It’s More Than Just Power Corrupting

Four “inmates” and one “guard” in Kyle Patrick Alvarez’s “The Stanford Prison Experiment.” | IFC FILMS

Four “inmates” and one “guard” in Kyle Patrick Alvarez’s “The Stanford Prison Experiment.” | IFC FILMS

The Stanford Prison Experiment” is gay filmmaker Kyle Patrick Alvarez’s take on a 1971 study conducted at the northern California university designed to observe the effects of incarceration on the behavior of both inmates and their keepers. Dr. Philip Zimbardo divided 24 male students into prisoner and guard roles in a mock jail. Though basic rules were established to prevent physical abuse, the guards were instructed to keep control over the prisoners. In time, the experiment became overwhelming for the prisoners, who struggled and rebelled.

The story has been told before as “Das Experiment,” a 2001 German film, and “The Experiment,” an American remake in 2010. However, those previous versions were done in prison facilities. Alvarez sets his intense, tightly wound film in the hallways and offices of the Stanford psychology building to increase the emotional and physical claustrophobia. The decision is effective as the director uses his camera to unflinchingly record the characters’ breakdowns and breakthroughs.

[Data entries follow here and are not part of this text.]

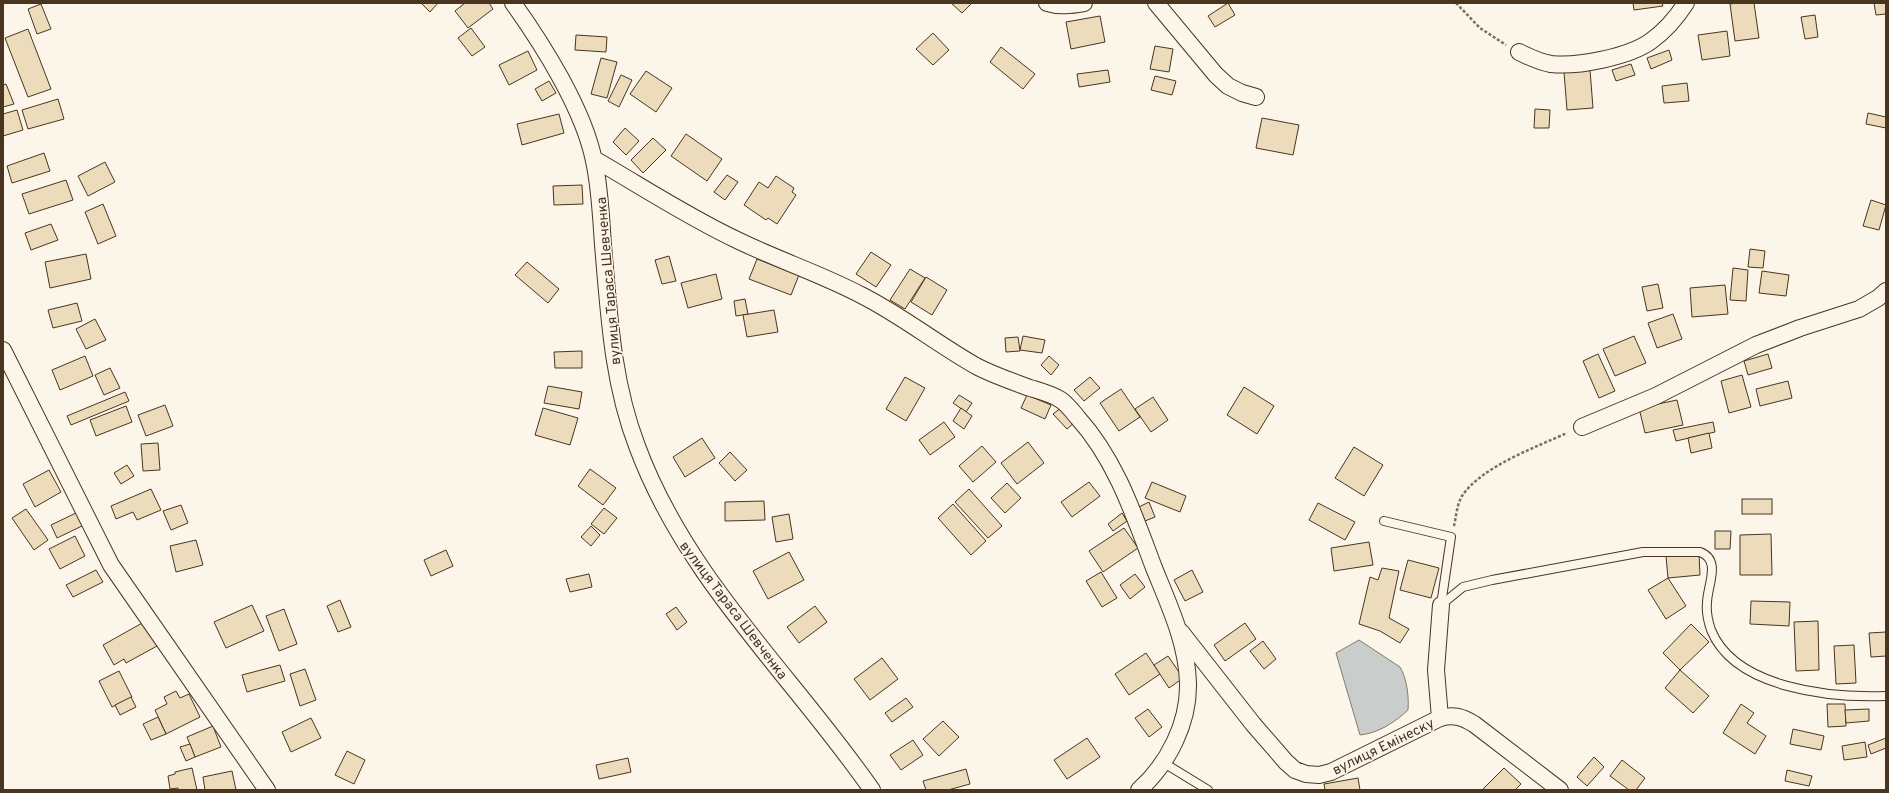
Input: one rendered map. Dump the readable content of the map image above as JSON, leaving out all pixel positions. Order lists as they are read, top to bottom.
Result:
{
  "streets": {
    "street": ["вулиця Тараса Шевченка", "вулиця Емінеску"]
  }
}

Kyle Patrick Alvarez reexamines the mayhem created when college students play inmates and guards

Alvarez, whose previous films include “C.O.G.” and “Easier With Practice,” spoke with Gay City News about “The Stanford Prison Experiment.”

GARY M. KRAMER: What prompted you to tell this story, which has been told before both in books and films?

KYLE PATRICK ALVAREZ: I asked myself that a lot, actually. This script was well written and taut. I went back and read the Wiki page on the story, and it wasn’t embellished. The [film’s] dialogue was created from transcripts, and the staging was taken from the event. I was familiar with “Das Experiment,” but I didn’t want the other films in my head. They took it too far — people were dying, and they never showed the other side of the story. I felt the story was so important and compelling. We rebuilt the basement of Stanford down to the square inch. We presented the historical version and that was gripping, so it deserves this take on it. Hopefully, it’s more relevant.

GMK: You are drawn to films that portray the complex male ego. “The Stanford Prison Experiment” also deals with that and the use and abuse of power. Can you comment on this theme that runs through your work?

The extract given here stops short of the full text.